At least Santa Anita Park is putting its best foot forward with grass milers in the Shoemaker Mile Stakes (G1T) and turf mares in the Gamely Stakes (G1T), as well as offering the Hollywood Gold Cup Stakes (G2) on the undercard, still clinging to relevance. At Lone Star Park, the Louisiana hotshot Touchuponastar will be taking his show on the road again in the Steve Sexton Mile Stakes (G3), while Bob Baffert has sent Desert Gate there for the Texas Derby.

All of those races have meaning, but none is more important to the people involved than the third race Monday at Emerald Downs in Washington state. The 5 1/2-furlong allowance race for fillies and mares will mark the return to competition for Someday Lady, a two-time stakes winner at Hastings Racecourse, across the Canadian border in Vancouver.

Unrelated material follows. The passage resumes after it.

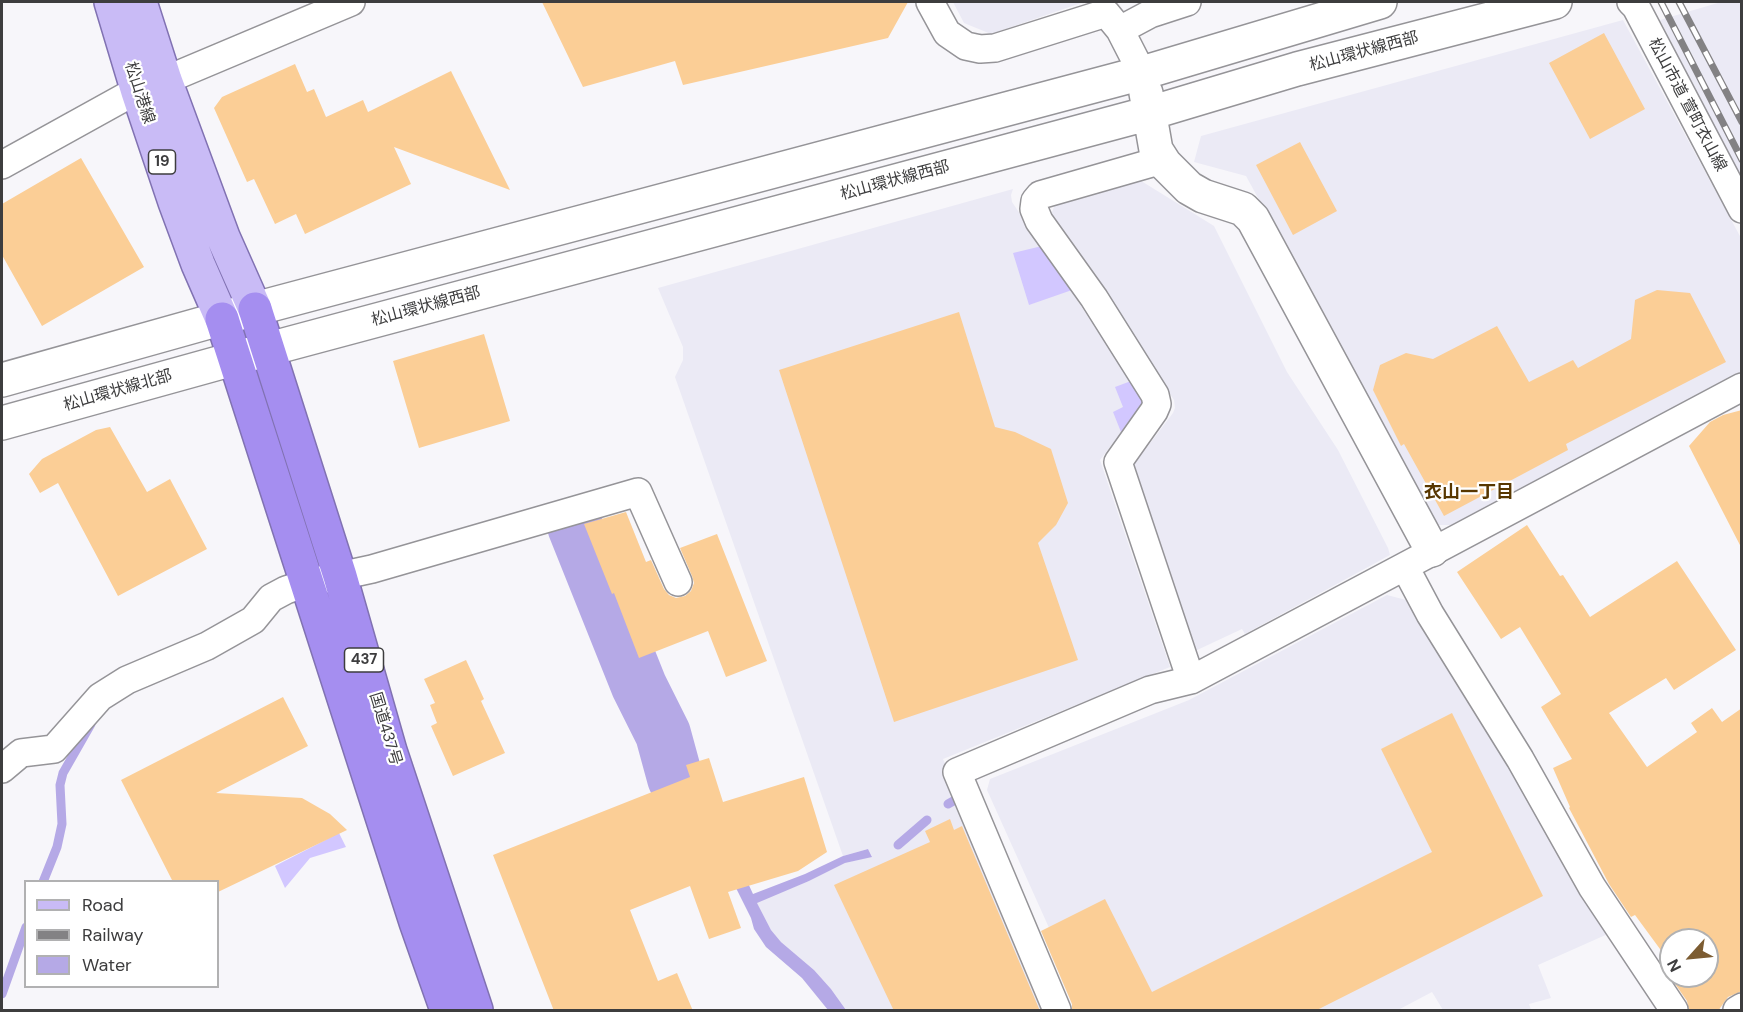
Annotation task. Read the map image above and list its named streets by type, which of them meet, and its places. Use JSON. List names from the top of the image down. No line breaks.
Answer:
{"streets":{"highway":["437","国道437号"],"main road":["松山港線","19"],"street":["松山環状線西部","松山市道 萱町衣山線","松山環状線北部"]},"crossings":[["松山環状線西部","松山環状線北部"],["松山環状線西部","国道437号"],["松山港線","国道437号"],["松山環状線北部","国道437号"]],"districts":["衣山一丁目"],"legend":["Road","Railway","Water"],"north":"bottom left"}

Someday Lady is the marquee runner for the Claim To Fame Racing, led by Kevin Sengara and supported by a collection of new investors, including his parents, the longtime owners Jeffrey and Naseem Sengara of Budroyale fame. Their trainer is Mike Puhich, who has battled back from lifesaving liver transplant surgery last December to resume a career decorated by such graded stakes winners as Favored One, He's a Cajun, Southern Africa, and Daros.

Eminent Victor - MSW - AP - 071721
Photo: Coady Photo
Michael Puhich

Hastings Racecourse is out of business now, so a filly such as Someday Lady will need to find her stateside level.

"I don't know what kind of competition she had up there, but she's got some good form," Puhich said. "I think she'll be better going around two turns, though, and there's a filly in there named Aloha Breeze who's just a pure sprinter. Hopefully, she'll come running down the lane to get some positive vibes on the finish and a good gallop out. I've already told Kevin if she keeps going like she's been so far, we're going to win the Distaff with her."

The $50,000 Emerald Distaff, at 1 1/16 miles, is on the Aug. 16 program along with the 91st running of the Longacres Mile Stakes, a race Puhich won in 2021 with Background.

The trainer's father, Nick Puhich, was a jockey's agent and ex-Marine who fought and somehow survived the Battle of Peleliu Island in the South Pacific, waged over a bloody two months during the fall of 1944. Up against Japanese forces dug into the cave networks of the coral island, the fighting cost the lives of some 1,300 Marines, with approximately 5,000 wounded.

"My dad didn't talk about it much," Puhich said. "But I heard from some of his friends that he was one of only eight guys that got out of their platoon alive."

There can be upwards of 100 Marines in a platoon.

"You think of what those guys went through, and winning or losing a horse race doesn't seem quite so important," Puhich said. "And me—I'm just glad to be alive."